START Data to process

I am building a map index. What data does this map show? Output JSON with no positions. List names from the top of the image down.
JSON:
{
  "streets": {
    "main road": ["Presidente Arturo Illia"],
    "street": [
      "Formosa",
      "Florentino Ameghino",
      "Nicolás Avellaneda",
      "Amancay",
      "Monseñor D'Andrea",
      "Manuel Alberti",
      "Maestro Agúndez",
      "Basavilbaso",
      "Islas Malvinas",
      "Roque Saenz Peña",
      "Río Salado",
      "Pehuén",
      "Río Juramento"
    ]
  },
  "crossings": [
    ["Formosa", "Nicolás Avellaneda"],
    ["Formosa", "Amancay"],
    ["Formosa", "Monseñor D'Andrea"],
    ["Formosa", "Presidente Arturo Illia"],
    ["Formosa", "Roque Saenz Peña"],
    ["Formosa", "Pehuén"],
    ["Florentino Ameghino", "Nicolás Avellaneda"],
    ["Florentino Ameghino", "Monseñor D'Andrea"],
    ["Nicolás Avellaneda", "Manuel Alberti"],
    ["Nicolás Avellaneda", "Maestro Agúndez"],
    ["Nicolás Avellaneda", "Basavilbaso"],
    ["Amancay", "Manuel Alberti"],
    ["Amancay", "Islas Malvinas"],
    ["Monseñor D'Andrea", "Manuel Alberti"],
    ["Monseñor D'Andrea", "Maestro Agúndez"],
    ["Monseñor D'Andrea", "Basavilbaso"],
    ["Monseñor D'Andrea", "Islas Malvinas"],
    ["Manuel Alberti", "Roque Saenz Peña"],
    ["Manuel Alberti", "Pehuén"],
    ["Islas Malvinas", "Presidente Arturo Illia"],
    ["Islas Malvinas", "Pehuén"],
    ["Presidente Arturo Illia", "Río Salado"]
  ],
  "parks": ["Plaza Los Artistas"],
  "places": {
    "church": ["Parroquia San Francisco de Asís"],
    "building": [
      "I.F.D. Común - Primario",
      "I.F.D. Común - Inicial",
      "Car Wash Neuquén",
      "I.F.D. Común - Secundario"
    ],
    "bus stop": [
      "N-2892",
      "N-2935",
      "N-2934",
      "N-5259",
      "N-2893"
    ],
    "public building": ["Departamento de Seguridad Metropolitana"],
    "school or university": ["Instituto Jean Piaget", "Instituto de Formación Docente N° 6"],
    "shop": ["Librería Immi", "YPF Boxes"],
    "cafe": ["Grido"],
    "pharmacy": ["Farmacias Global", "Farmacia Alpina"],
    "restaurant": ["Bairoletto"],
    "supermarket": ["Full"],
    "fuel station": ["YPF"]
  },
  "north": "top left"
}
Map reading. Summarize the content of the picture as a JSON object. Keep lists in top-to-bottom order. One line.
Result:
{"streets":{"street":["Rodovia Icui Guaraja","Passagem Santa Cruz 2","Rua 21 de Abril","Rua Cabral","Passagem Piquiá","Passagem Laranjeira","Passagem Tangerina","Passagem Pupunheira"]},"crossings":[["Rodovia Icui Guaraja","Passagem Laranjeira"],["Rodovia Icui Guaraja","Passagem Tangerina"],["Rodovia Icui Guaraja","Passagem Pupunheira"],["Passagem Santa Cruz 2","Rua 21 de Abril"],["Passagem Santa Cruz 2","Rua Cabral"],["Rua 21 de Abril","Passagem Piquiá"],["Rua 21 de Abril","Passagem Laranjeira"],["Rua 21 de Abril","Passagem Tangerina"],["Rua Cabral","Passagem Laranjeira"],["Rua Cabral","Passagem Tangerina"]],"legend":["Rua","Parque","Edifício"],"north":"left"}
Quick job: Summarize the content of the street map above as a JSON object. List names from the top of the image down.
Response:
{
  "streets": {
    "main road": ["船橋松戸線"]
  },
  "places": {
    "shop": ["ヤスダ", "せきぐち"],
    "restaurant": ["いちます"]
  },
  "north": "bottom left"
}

END Data to process

▶ _Goal of the exercise_
A complete answer reproduces every line of the records in which the word "from" occurs.

▶ _Response for this exercise_
I am building a map index. What data does this map show? Output JSON with no positions. List names from the top of the image down.
Quick job: Summarize the content of the street map above as a JSON object. List names from the top of the image down.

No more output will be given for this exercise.